Items from a dataset:
□ □ □ □ □

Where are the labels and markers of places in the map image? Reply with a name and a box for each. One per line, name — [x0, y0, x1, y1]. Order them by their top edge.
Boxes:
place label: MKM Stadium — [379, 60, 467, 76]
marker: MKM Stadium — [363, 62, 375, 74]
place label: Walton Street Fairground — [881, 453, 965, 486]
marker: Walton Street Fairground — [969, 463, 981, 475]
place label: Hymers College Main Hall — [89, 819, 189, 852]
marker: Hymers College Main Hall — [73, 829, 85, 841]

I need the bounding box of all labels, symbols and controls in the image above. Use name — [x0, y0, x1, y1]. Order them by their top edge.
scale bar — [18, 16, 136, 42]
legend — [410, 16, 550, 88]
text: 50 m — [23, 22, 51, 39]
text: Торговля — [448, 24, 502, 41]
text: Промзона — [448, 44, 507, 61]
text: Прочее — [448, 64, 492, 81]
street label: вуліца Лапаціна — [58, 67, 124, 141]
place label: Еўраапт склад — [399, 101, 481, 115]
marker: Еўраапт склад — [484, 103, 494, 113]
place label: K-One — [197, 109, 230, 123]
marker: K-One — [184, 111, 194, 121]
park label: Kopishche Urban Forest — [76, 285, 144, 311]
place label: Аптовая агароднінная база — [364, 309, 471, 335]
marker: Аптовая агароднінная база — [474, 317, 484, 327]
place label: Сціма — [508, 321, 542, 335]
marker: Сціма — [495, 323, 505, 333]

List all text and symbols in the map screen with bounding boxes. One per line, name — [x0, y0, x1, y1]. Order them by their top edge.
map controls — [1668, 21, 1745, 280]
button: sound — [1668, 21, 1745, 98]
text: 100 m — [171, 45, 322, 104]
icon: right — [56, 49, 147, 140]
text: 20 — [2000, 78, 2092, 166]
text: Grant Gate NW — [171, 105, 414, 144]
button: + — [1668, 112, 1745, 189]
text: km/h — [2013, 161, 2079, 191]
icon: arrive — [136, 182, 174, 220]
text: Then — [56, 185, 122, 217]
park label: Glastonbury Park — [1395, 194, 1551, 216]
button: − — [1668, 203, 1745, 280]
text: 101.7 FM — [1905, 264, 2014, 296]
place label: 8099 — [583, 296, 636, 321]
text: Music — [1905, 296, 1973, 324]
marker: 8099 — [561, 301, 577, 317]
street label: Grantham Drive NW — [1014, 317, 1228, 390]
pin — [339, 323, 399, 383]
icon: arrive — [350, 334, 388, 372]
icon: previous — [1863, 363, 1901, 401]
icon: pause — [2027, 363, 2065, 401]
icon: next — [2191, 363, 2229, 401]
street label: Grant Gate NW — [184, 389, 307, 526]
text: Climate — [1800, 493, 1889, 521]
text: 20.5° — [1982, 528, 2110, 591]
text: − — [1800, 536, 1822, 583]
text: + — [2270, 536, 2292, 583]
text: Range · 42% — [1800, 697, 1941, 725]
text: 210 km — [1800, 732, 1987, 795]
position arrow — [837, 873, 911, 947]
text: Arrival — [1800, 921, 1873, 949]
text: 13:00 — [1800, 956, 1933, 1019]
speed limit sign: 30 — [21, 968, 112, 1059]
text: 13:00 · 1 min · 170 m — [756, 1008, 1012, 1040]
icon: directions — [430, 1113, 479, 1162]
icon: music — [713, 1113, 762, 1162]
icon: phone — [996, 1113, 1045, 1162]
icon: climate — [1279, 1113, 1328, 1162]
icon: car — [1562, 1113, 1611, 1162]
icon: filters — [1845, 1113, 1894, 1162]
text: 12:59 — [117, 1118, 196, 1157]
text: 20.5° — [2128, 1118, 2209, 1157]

□ □ □ □ □

## [Task description]
Reproduce all of the records precisely. No word may differ.

## [Exercise result]
Where are the labels and markers of places in the map image? Reply with a name and a box for each. One per line, name — [x0, y0, x1, y1]. Order them by their top edge.
Boxes:
place label: MKM Stadium — [379, 60, 467, 76]
marker: MKM Stadium — [363, 62, 375, 74]
place label: Walton Street Fairground — [881, 453, 965, 486]
marker: Walton Street Fairground — [969, 463, 981, 475]
place label: Hymers College Main Hall — [89, 819, 189, 852]
marker: Hymers College Main Hall — [73, 829, 85, 841]

I need the bounding box of all labels, symbols and controls in the image above. Use name — [x0, y0, x1, y1]. Order them by their top edge.
scale bar — [18, 16, 136, 42]
legend — [410, 16, 550, 88]
text: 50 m — [23, 22, 51, 39]
text: Торговля — [448, 24, 502, 41]
text: Промзона — [448, 44, 507, 61]
text: Прочее — [448, 64, 492, 81]
street label: вуліца Лапаціна — [58, 67, 124, 141]
place label: Еўраапт склад — [399, 101, 481, 115]
marker: Еўраапт склад — [484, 103, 494, 113]
place label: K-One — [197, 109, 230, 123]
marker: K-One — [184, 111, 194, 121]
park label: Kopishche Urban Forest — [76, 285, 144, 311]
place label: Аптовая агароднінная база — [364, 309, 471, 335]
marker: Аптовая агароднінная база — [474, 317, 484, 327]
place label: Сціма — [508, 321, 542, 335]
marker: Сціма — [495, 323, 505, 333]

List all text and symbols in the map screen with bounding boxes. One per line, name — [x0, y0, x1, y1]. Order them by their top edge.
map controls — [1668, 21, 1745, 280]
button: sound — [1668, 21, 1745, 98]
text: 100 m — [171, 45, 322, 104]
icon: right — [56, 49, 147, 140]
text: 20 — [2000, 78, 2092, 166]
text: Grant Gate NW — [171, 105, 414, 144]
button: + — [1668, 112, 1745, 189]
text: km/h — [2013, 161, 2079, 191]
icon: arrive — [136, 182, 174, 220]
text: Then — [56, 185, 122, 217]
park label: Glastonbury Park — [1395, 194, 1551, 216]
button: − — [1668, 203, 1745, 280]
text: 101.7 FM — [1905, 264, 2014, 296]
place label: 8099 — [583, 296, 636, 321]
text: Music — [1905, 296, 1973, 324]
marker: 8099 — [561, 301, 577, 317]
street label: Grantham Drive NW — [1014, 317, 1228, 390]
pin — [339, 323, 399, 383]
icon: arrive — [350, 334, 388, 372]
icon: previous — [1863, 363, 1901, 401]
icon: pause — [2027, 363, 2065, 401]
icon: next — [2191, 363, 2229, 401]
street label: Grant Gate NW — [184, 389, 307, 526]
text: Climate — [1800, 493, 1889, 521]
text: 20.5° — [1982, 528, 2110, 591]
text: − — [1800, 536, 1822, 583]
text: + — [2270, 536, 2292, 583]
text: Range · 42% — [1800, 697, 1941, 725]
text: 210 km — [1800, 732, 1987, 795]
position arrow — [837, 873, 911, 947]
text: Arrival — [1800, 921, 1873, 949]
text: 13:00 — [1800, 956, 1933, 1019]
speed limit sign: 30 — [21, 968, 112, 1059]
text: 13:00 · 1 min · 170 m — [756, 1008, 1012, 1040]
icon: directions — [430, 1113, 479, 1162]
icon: music — [713, 1113, 762, 1162]
icon: phone — [996, 1113, 1045, 1162]
icon: climate — [1279, 1113, 1328, 1162]
icon: car — [1562, 1113, 1611, 1162]
icon: filters — [1845, 1113, 1894, 1162]
text: 12:59 — [117, 1118, 196, 1157]
text: 20.5° — [2128, 1118, 2209, 1157]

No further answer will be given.